You build a 4-disk RAID10 array on Linux by first building two RAID1 
pairs, then striping both of the resulting /dev/mdX devices together via 
RAID0.  You'll actually have 3 /dev/mdX devices around as a result.  I 
suspect you're trying to execute mdadm operations on the outer RAID0, when 
what you actually should be doing is fixing the bottom-level RAID1 
volumes.  Unfortunately I'm not too optimistic about your case though, 
because if you had a repairable situation you technically shouldn't have 
lost the array in the first place--it should still be running, just in 
degraded mode on both underlying RAID1 halves.

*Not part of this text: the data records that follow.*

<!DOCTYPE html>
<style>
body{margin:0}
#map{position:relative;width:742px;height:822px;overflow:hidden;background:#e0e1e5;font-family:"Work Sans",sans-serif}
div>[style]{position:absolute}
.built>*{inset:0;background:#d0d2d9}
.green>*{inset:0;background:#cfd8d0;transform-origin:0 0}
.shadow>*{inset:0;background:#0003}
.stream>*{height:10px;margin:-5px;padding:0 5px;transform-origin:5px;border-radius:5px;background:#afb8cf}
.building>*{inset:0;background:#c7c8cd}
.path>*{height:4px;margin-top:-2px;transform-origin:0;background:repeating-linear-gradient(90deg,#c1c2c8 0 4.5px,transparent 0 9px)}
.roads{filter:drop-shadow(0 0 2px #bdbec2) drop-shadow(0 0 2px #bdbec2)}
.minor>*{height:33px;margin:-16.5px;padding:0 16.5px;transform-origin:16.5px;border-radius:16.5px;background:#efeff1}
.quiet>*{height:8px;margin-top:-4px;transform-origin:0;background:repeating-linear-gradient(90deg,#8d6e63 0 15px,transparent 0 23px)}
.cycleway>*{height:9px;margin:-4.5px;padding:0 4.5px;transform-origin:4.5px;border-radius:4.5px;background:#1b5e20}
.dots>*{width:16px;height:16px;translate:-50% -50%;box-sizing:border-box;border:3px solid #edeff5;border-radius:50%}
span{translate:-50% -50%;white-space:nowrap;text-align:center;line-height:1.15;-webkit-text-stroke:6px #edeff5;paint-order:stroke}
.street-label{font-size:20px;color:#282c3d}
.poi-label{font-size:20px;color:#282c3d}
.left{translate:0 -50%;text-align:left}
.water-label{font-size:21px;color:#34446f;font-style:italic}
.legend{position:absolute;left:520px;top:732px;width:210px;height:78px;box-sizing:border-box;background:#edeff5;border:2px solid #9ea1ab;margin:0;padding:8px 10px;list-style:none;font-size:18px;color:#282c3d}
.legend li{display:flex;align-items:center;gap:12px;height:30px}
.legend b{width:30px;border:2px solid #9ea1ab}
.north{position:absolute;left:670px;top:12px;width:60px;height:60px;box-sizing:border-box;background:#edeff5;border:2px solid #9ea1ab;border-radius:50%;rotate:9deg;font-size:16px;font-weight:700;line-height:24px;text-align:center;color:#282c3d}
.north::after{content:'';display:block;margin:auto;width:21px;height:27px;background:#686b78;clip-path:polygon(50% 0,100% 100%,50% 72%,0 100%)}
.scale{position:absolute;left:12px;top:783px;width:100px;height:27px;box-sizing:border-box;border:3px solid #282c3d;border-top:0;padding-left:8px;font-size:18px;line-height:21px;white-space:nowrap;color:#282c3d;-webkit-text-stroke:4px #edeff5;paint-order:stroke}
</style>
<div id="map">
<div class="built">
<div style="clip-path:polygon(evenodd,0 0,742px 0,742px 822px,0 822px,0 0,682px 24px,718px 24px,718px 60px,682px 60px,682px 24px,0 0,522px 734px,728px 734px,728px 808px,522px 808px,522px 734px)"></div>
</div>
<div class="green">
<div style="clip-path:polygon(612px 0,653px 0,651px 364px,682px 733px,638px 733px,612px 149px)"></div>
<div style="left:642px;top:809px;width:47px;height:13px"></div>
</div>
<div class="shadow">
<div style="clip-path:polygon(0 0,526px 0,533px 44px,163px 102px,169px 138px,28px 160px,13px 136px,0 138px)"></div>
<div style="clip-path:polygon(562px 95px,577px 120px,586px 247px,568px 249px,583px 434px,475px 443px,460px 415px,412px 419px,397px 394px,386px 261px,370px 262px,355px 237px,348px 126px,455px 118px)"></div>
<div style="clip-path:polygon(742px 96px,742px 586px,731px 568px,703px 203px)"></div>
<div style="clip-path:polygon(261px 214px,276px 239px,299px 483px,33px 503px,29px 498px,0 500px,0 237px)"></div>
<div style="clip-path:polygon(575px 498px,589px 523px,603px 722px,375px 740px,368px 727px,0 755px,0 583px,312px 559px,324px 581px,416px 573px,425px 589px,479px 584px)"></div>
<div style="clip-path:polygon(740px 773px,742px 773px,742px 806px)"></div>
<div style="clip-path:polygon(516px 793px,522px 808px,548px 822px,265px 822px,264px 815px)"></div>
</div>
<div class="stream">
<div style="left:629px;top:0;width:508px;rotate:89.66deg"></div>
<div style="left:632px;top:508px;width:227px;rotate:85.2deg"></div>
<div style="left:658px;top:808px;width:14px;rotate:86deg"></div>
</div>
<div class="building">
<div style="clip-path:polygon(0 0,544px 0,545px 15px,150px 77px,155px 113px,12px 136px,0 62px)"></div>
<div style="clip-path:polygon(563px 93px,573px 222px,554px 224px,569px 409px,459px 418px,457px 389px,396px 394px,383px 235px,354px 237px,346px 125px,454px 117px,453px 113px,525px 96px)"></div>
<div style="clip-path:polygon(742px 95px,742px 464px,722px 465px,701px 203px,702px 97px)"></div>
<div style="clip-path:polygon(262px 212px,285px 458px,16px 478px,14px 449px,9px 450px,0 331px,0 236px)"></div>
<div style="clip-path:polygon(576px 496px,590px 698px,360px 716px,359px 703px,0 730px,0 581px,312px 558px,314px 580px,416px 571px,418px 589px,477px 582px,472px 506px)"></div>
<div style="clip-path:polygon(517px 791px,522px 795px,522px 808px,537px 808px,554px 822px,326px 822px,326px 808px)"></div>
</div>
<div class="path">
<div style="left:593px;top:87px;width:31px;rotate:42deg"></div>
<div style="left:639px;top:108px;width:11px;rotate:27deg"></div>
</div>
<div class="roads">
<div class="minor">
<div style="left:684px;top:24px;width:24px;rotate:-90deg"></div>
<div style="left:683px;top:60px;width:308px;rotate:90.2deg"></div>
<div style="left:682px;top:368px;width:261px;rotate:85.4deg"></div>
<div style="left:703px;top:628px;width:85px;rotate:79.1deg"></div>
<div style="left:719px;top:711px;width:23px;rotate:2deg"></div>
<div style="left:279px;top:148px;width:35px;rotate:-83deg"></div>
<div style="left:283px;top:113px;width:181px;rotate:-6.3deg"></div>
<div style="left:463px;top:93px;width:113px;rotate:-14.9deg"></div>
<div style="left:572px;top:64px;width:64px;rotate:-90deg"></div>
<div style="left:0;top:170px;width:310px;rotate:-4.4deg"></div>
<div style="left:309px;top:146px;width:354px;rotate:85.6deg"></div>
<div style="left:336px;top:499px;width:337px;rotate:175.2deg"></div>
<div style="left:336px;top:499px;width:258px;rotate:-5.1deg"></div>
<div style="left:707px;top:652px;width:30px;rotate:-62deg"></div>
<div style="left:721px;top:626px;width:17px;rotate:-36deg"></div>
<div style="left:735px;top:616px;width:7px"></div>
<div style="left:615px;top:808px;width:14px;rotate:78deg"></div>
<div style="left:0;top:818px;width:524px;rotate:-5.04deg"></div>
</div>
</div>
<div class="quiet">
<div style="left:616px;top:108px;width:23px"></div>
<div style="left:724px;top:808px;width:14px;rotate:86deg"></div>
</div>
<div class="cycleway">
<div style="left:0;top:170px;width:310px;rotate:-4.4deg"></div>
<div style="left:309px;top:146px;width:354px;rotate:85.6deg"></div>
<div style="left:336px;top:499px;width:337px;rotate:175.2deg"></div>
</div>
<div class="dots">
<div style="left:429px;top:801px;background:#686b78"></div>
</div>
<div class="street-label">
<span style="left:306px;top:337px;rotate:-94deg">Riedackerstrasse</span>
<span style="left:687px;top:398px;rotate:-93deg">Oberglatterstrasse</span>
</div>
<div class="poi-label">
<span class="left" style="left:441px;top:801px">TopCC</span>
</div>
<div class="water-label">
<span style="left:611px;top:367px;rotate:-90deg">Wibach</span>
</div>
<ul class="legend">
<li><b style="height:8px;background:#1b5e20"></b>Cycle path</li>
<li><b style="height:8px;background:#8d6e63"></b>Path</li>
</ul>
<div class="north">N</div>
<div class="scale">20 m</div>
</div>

There's a good example of how to set one of these up 
http://www.sanitarium.net/golug/Linux_Software_RAID.html ; note how the 
RAID10 involves /dev/md{0,1,2,3} for the 6-disk volume.


Here's what will probably show you the parts you're trying to figure out:

mdadm --detail /dev/md0
mdadm --detail /dev/md1
mdadm --detail /dev/md2

That should give you an idea what md devices are hanging around and what's 
inside of them.


One thing you don't see there is what devices were originally around if 
they've already failed.  I highly recommend saving a copy of the mdadm 
detail (and smartctl -i for each underlying drive) on any production 
server, to make it easier to answer questions like what's the serial 
number of the drive that failed in /dev/md0?.


--
* Greg Smith gsm...@gregsmith.com http://www.gregsmith.com Baltimore, MD

--
Sent via pgsql-general mailing list (pgsql-general@postgresql.org)
To make changes to your subscription:
http://www.postgresql.org/mailpref/pgsql-general


Re: [GENERAL] OT - 2 of 4 drives in a Raid10 array failed - Any chance of recovery?

2009-10-21 Thread Scott Marlowe
On Wed, Oct 21, 2009 at 12:10 AM, Greg Smith gsm...@gregsmith.com wrote:
 On Tue, 20 Oct 2009, Ow Mun Heng wrote:

 Raid10 is supposed to be able to withstand up to 2 drive failures if the
 failures are from different sides of the mirror.  Right now, I'm not sure
 which drive belongs to which. How do I determine that? Does it depend on the
 output of /prod/mdstat and in that order?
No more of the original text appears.